_YOUR ASSIGNMENT_.
I need every line that includes the word "serif" copied from the material.

☆ ☆ ☆ ☆

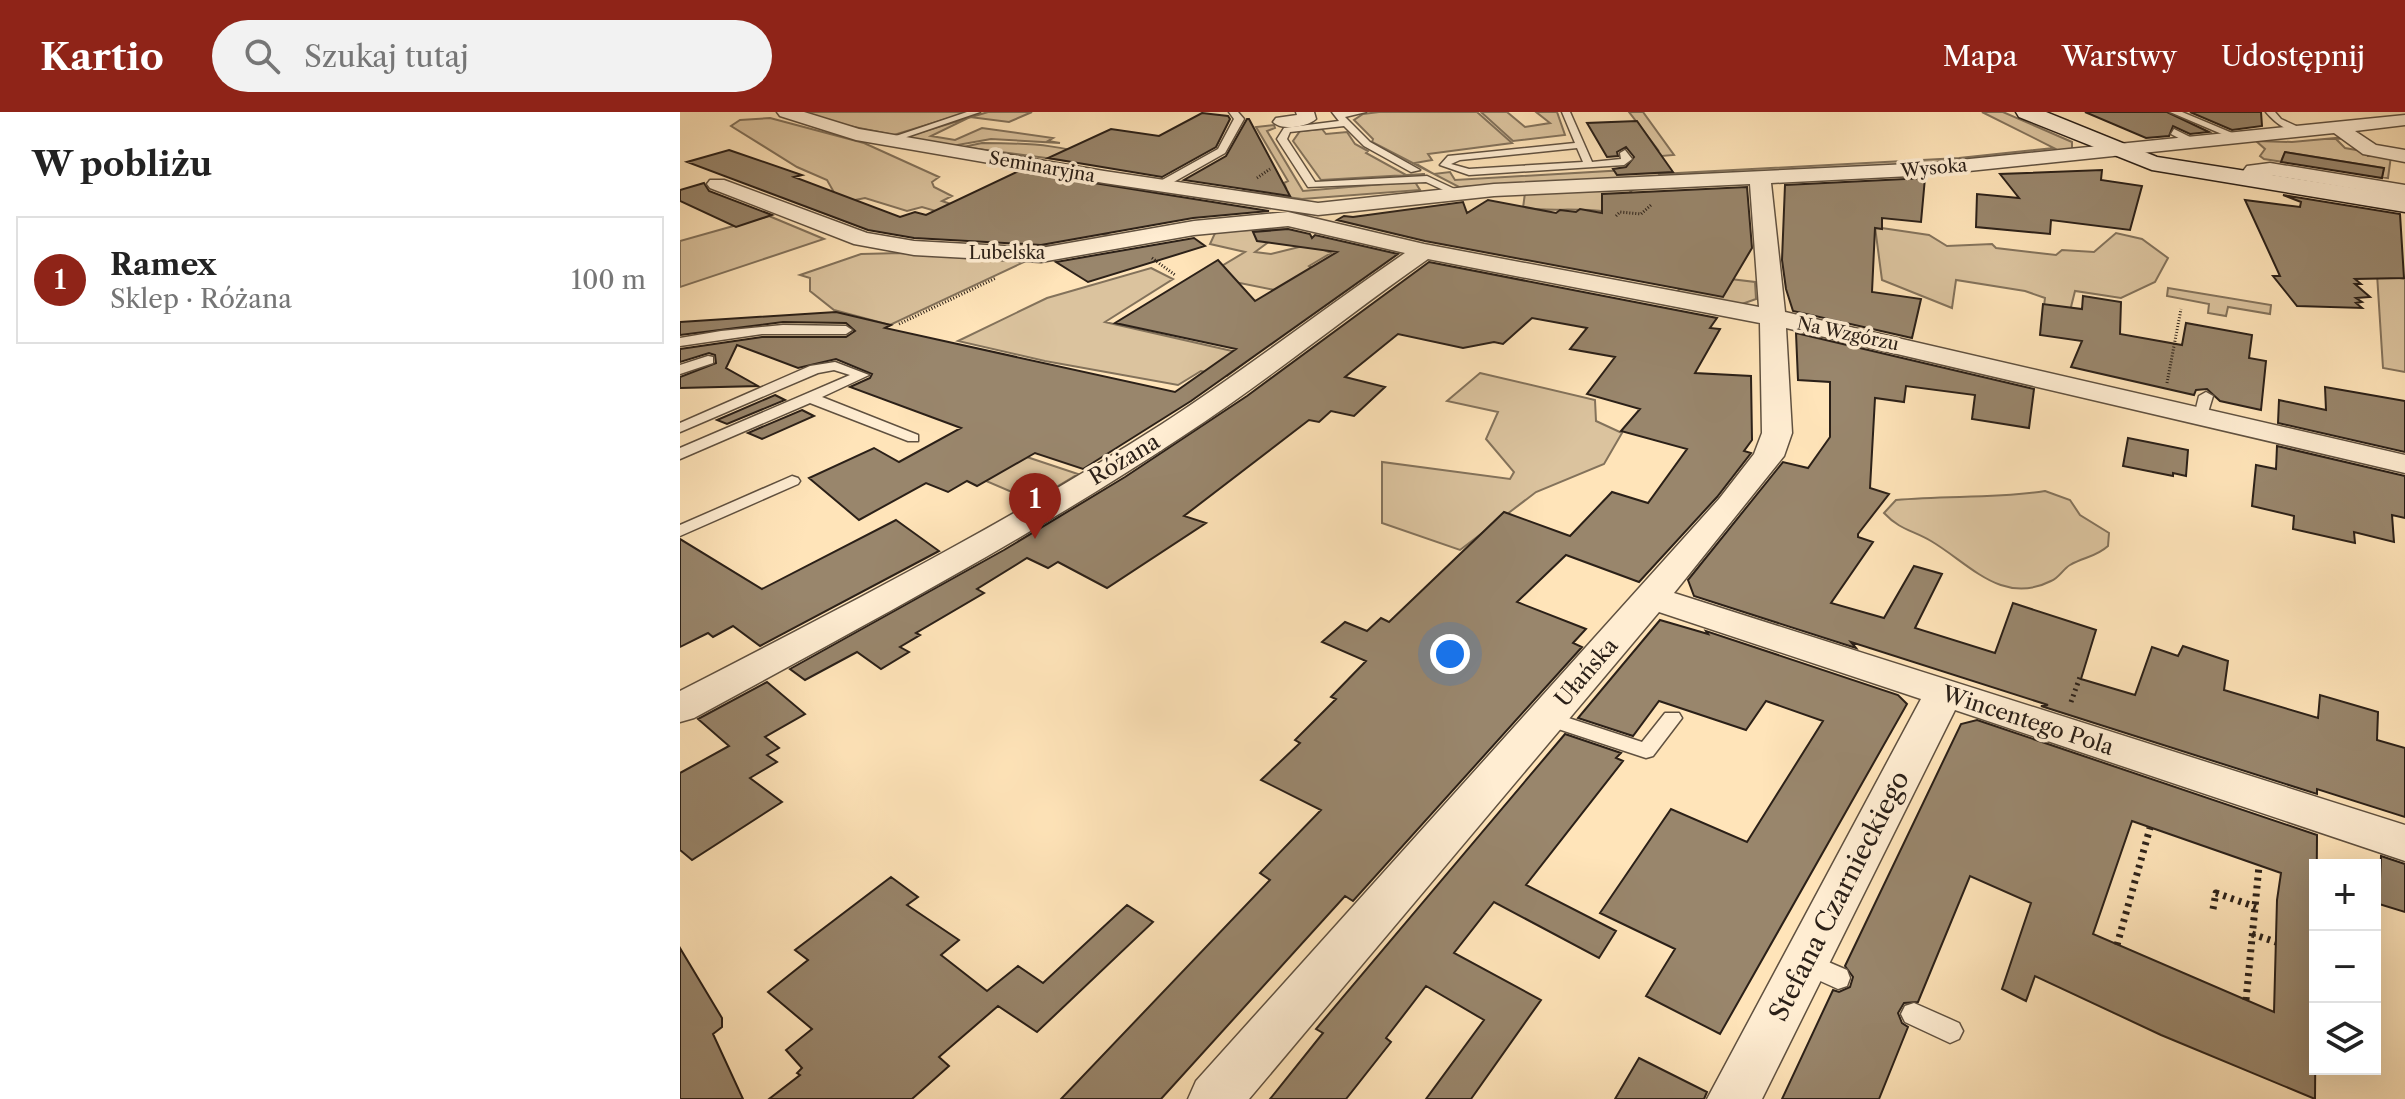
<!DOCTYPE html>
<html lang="pl">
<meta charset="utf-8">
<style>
:root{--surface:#fff;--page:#f2f2f2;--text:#222;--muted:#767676;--line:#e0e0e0;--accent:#8f2418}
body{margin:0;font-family:"Libre Caslon Text",serif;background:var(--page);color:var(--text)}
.controls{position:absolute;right:24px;bottom:24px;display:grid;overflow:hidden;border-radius:0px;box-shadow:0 8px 32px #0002}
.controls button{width:72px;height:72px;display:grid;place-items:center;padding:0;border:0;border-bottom:2px solid var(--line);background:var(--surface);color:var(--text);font:40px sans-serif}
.you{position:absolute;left:770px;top:542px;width:28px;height:28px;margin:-20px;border:6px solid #fff;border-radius:50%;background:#1a73e8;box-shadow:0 0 0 12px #1a73e833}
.badge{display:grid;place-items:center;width:52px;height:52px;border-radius:50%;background:var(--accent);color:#fff;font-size:26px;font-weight:700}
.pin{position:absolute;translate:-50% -66px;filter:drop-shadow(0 2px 4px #0008)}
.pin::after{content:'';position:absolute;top:42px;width:28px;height:24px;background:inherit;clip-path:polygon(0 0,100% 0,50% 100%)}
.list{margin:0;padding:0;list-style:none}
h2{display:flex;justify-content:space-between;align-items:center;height:104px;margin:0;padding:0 32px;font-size:34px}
h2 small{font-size:26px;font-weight:400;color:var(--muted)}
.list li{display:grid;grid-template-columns:52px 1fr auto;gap:24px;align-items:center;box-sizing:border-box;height:128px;margin:0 16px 16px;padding:0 16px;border:2px solid var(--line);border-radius:0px}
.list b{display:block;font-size:30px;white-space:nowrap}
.list p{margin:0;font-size:26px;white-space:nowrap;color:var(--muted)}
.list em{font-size:26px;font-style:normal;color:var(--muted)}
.icon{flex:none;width:44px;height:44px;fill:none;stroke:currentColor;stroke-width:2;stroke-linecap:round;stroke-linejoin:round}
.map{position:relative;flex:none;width:1725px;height:987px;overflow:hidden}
header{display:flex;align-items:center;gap:48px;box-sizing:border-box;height:112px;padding:0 40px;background:var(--accent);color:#fff}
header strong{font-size:38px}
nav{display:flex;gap:44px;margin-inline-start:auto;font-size:28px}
.search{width:560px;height:72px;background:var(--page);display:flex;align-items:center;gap:20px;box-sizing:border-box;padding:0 28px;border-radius:44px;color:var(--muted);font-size:30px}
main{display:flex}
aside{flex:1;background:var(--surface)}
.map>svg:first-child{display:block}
.green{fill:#dbc39e;stroke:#83725b;stroke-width:2}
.building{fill:#99866c;stroke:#2b2018;stroke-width:2;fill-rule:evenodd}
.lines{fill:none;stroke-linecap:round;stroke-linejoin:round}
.lane-casing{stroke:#605140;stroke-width:3}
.street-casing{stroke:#605140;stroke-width:3}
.secondary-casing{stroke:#2b2018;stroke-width:3}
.path-far2{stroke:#2b2018;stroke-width:3;stroke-dasharray:1 2;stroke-linecap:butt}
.path-far1{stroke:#2b2018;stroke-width:5;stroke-dasharray:2 4;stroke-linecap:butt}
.path{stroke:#2b2018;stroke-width:7;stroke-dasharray:3 5;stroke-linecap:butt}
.lane{fill:#ffedd2;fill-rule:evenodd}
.street{fill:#ffedd2;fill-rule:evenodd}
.secondary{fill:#ffedd2;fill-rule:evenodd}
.labels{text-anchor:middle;stroke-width:7;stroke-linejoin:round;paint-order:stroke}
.far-street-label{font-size:18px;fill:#2b2018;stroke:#ffedd2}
.street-label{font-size:22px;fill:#2b2018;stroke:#ffedd2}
.near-street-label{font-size:26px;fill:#2b2018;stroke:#ffedd2}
</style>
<header>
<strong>Kartio</strong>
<div class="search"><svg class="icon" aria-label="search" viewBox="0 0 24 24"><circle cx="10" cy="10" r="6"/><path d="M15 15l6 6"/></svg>Szukaj tutaj</div>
<nav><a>Mapa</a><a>Warstwy</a><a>Udostępnij</a></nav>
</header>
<main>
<aside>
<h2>W pobliżu<small></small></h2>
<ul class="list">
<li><span class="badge">1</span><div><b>Ramex</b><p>Sklep · Różana</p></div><em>100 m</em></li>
</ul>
</aside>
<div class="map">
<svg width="1725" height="987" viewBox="0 0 1725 987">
<rect width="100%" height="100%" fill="#ffe4b9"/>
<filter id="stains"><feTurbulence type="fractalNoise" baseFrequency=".0025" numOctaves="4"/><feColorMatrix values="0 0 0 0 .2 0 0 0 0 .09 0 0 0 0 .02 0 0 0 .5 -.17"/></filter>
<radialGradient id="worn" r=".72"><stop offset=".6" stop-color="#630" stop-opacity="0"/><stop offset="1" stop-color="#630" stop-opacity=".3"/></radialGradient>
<path class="green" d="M123,0H289L214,23L164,13Z
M308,0H352L329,10L290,5L251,24L275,28L302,16L373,26L368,29L380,31L311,27L272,34L225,25Z
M699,0H797L832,31L748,42L752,48L735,51L754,62L770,60L775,68L962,57L953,40L978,38L949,0H963L994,43L968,45L979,62L1279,46L1374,36L1302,0H1323L1392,30V38L1198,56L779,75L692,30L693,27L674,8L683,2Z
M801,0H827L845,15L870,11L856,0H877L885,23L833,29Z
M90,6L184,31L259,65L252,70L254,75L272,84L262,89L285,97L432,124L396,132L349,135L373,120L317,117L242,95L227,99L185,86L160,91L147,68L117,55L51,14L60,8Z
M594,13L595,16L587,19L623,79L727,70H735L740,78L622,87L562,79L570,74L606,76L604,71L608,69L576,15Z
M642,17L646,22L667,20L675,32L688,39L686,41L726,63L745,62L641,68L613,29L620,19Z
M1666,25L1668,26L1656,27L1665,36L1688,40V44H1711L1708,66L1695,64H1702L1704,56L1605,40L1602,47L1617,50L1616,52L1584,47L1580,44L1585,37L1576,29L1612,30Z
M302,31C345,31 398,32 434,55L283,35Z
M956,75L927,100C897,95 872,100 843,96L845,81Z
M89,104L144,127L0,175V129Z
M1195,115L1249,123L1267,134L1312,132L1316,136L1376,143L1382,138L1414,140L1436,121L1462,127L1488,146L1475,170L1441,186L1395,179L1388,207L1363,202L1365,186L1345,179L1276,168L1272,196L1202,168Z
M606,117L575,140L591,142L631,132L651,141L629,154L637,160L629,185L525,164L565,140L530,132L536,119Z
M222,141L344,150L210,213L154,198L130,179V166L120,163L181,142Z
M1021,152L1042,166L1075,170L1076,187L1062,192L995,182Z
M471,156L493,167L425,210L574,244L547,264L521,259L498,273L365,249L278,229L367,186Z
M1697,162L1725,167V260L1703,256Z
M1488,176L1591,193L1590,202L1548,195L1546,204L1528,201L1529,192L1487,184Z
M800,261L915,288L916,309L942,321L924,352L856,380L780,438L702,411V350L830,367L834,360L806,327L818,300L767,289Z
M302,330L398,362L353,389L264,351Z
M1365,379L1390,388L1400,403L1429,421L1428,434C1416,445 1404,445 1390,453C1383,457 1379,466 1371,469C1322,494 1290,452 1251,429C1232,418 1220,418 1204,401L1216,388C1266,383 1315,387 1365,379Z"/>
<path class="building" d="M1405,0H1487L1529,20L1510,22L1493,14L1489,24L1466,26Z
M1510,0H1581L1582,14L1552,18Z
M522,1L548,4L550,7L536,35L482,65L368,46L431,17L479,24Z
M567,7H569L610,84L504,68L546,44Z
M957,9L993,60L937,63L933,57L946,55L954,45L946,35L937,40L938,44L927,45L907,11Z
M49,38L122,63L114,65L220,105L235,100L246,103L339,59L589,99L513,106L361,133L234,126L188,118L7,50Z
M1605,40L1704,56L1702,66L1601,50Z
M1422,58L1421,68L1462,74L1450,118L1371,108L1370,122L1296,115L1297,82L1339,86L1320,62Z
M1245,66L1241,110L1202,106V117L1195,116L1192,180L1241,187L1232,226L1113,199L1106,177L1102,148L1105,73Z
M24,71L29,79L92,103L56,115L0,89V78Z
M1067,75L1072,136L1043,185L745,129L657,108L664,104L673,105L783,90L787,101L808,88L876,101L880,98L896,100L900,97L922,101V82Z
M1603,83L1720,102L1724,166L1675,167L1681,172H1675L1690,185L1676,186L1682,190L1676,191L1682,196L1617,194L1593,164H1600L1565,88L1620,95L1621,90Z
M608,117L630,122L632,126L635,123L718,142L511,289L403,357L355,341L297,374L287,369L268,380L246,371L179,408L129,366L194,336L219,350L281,316L170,275L190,266L192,262L156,247L118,256L57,233L46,256L78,274L0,276V265L36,251L35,243L29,241L0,250V237L82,225H166L175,219L166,211L103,210L0,223V210L156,200L211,213L205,216L495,280L556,237L435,211L538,148L575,189L657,140L577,129L573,120Z
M514,126L525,134L408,170L376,150Z
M749,150L1037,206L1030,216L1040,217L1015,261L1071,264L1072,328L1064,339L1071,341L1037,385L959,470L886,443L837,490L906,517L893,531L902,535L673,789L665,784L481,987H381L590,768L580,761L641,698L581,668L620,631L615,628L656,587L651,585L686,549L642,530L665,510L687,519L701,506L709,510L824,400L890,424L932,380L968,391L1007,337L941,319L960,297L907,282L935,245L890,237L907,216L852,206L823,232L814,230L783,236L718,222L665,265L705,275L674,304L651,299L639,310L629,308L504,404L526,411L427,476L378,450L368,456L347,446L297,477L304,481L236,521L240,523L220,535L229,540L201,557L177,540L125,568L110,557L324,438L445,365L567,284Z
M1403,184L1441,190L1440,222L1502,233L1506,211L1572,223L1569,246L1586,249L1581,298L1540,289L1527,277L1516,278L1514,283L1391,255L1402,229L1360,223L1363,192L1402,197Z
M1116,221L1354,277L1349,316L1292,307L1295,283L1226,274L1224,290L1195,286L1190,376L1209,382L1178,422V425L1193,430L1151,491L1204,506L1234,454L1262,462L1235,516L1315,541L1333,491L1416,518L1401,567L1455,583L1472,535L1498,544L1503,534L1548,549L1544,578L1638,606L1640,583L1698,600L1697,628L1725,636V705L1637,677V682L1361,594L1368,593L1171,530L1176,536L1014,484L1008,468L1103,350L1128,356L1150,325V270L1118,268Z
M1645,275L1725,289V340L1598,311L1599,288L1646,298Z
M95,283L105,288L47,312L37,308Z
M122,298L134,304L82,327L68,321Z
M1448,326L1508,338L1506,364L1493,361V364L1443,354Z
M1597,334L1725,364V406L1712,403L1714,430L1674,420L1675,431L1613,417L1614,404L1572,394L1576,353L1596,357Z
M216,408L259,439L80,534L53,514L33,525L28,521L0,535V427L82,477Z
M980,508L1028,522L1026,519L1218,583L1227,592L1040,922L966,884L995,837L920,801L991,697L1067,730L1143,609L1086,589L1066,618L979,589L953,624L898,606Z
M87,570L125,602L85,625L99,636L87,643L97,650L70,666L102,690L12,748L0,738V661L49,634L18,607Z
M1297,608L1637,723L1635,987L1481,923L1355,864L1346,889L1322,877L1351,791L1290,764L1238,890L1224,891L1218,901L1222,911L1228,915L1199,987H1102L1153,878L1159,880L1170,875L1173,865L1165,854L1281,612ZM1452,709L1601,761L1597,788L1594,900L1413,822Z
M885,622L941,641L936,646L943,649L846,773L936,819L919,846L814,790L774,841L861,888L791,987H746L804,908L746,874L706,926L711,930L666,987H590L643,921L636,917Z
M1701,744L1725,752V800L1699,792Z
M211,765L238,785L227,793L279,828L261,843L307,879L338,854L363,871L447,793L473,810L357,920L318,894L259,945L269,954L232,987H89L120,963L117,961L122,956L106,938L132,917L88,880L128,848L115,838Z
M0,836L42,906V915L33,922L63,987H0Z
M959,946L1027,980L1024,987H935Z"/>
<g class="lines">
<g class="lane-casing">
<path id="lane" d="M287,0H300L212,30L204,28Z
M549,0H558L564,7L545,41L483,76H475V72L538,37L554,7Z
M652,0H686L665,5L690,30L740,58L731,60L684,34L664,14L610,20L607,27L635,70L747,64L783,81L774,83L746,70L628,75L597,27L604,16L659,9Z
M882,0H890L912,50L941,47L940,41L945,38L952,47L944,53L789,63L760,53L768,44L895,31ZM897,36L903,50L789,57L771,52L780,48Z
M1490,0H1502L1564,26L1556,28Z
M1586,0H1595L1601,7L1627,19C1613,25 1595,11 1586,0Z
M1494,17L1516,28L1518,30L1510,32L1491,22Z
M103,213L166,214L172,218L166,222H82L0,234V226L41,219Z
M28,244L33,245V251L0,262V253Z
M155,250L189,263L142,285L238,323V329H228L130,291L0,347V336L170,263L154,258L138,261L0,320V311L130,254Z
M1526,280L1533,284L1526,307H1516L1514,304L1519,284Z
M112,364L118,366L120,369L118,372L0,424V413Z
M867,599L962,630L985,601H999L1002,606L973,644L966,646L860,611L857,606L860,601Z
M1125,840L1167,858L1170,866L1167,874L1158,877L1116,858L1113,851L1116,844Z
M1234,891L1279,911L1283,919L1279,927L1270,931L1225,910L1221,902L1225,894Z"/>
</g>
<g class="street-casing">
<path id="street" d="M97,0H124L179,17L424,59L638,91L814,72L1250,51L1725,3V13L1675,19L1696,33L1725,38V50L1683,42L1654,21L1250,63L1091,71L1105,200L1725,343V361L1106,216L1112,321L1104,344L994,481L1725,713V749L1275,598L1082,987H1027L1241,587L979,500L569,987H508L516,969L1039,387L1074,342L1082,321L1080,211L748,147C665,205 587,269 503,324C346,428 179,516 14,606L0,610V579C163,495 327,411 482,312C565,258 643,197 725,141L608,114L514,123L361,150L234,143L174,132L30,76L27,72L30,68H44L187,121L234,129L361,136L514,109L608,100L744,132L1079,195L1070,72L814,84L638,103L424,71L176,28L100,4Z
M616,0H634L636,7C627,15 602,19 593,10L596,6L617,3Z
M1590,51L1725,73V85L1590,63L1580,64L1574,71L1567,73L1557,67L1567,54Z"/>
</g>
<g class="secondary-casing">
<path id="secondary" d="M1336,0H1366L1477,45L1725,84V100L1472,58L1339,5Z"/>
</g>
<path class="path-far2" d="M577,66L590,57
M936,104L940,100L961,102L971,93
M472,146L495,163
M219,212L316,166
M1487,271L1501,197"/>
<path class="path-far1" d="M1391,590L1400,565"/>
<path class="path" d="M1533,797L1536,781L1576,795
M1572,822L1596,830
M1437,833L1470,716
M1566,888L1579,754"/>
<use href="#lane" class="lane"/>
<use href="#street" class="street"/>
<use href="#secondary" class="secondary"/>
</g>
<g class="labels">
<g class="far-street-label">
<text transform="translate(362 55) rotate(10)" y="6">Seminaryjna</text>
<text transform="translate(1254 56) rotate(-5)" y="6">Wysoka</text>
<text x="327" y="147">Lubelska</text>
<text transform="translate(1168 222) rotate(12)" y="6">Na Wzgórzu</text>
</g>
<g class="street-label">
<text transform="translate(444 347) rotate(-31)" y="8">Różana</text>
<text transform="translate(906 560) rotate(-49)" y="8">Ułańska</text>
<text transform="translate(1348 608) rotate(18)" y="8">Wincentego Pola</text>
</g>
<g class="near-street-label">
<text transform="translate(1159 784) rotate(-63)" y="9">Stefana Czarnieckiego</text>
</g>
</g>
<rect width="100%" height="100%" filter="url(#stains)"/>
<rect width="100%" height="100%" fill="url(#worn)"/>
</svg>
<div class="controls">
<button>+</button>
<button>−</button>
<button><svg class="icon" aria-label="layers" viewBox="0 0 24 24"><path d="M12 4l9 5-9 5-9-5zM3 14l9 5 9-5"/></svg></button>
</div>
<div class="you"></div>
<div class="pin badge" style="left:355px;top:427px">1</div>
</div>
</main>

☆ ☆ ☆ ☆

_PROBLEM SOLUTION_.
body{margin:0;font-family:"Libre Caslon Text",serif;background:var(--page);color:var(--text)}
.controls button{width:72px;height:72px;display:grid;place-items:center;padding:0;border:0;border-bottom:2px solid var(--line);background:var(--surface);color:var(--text);font:40px sans-serif}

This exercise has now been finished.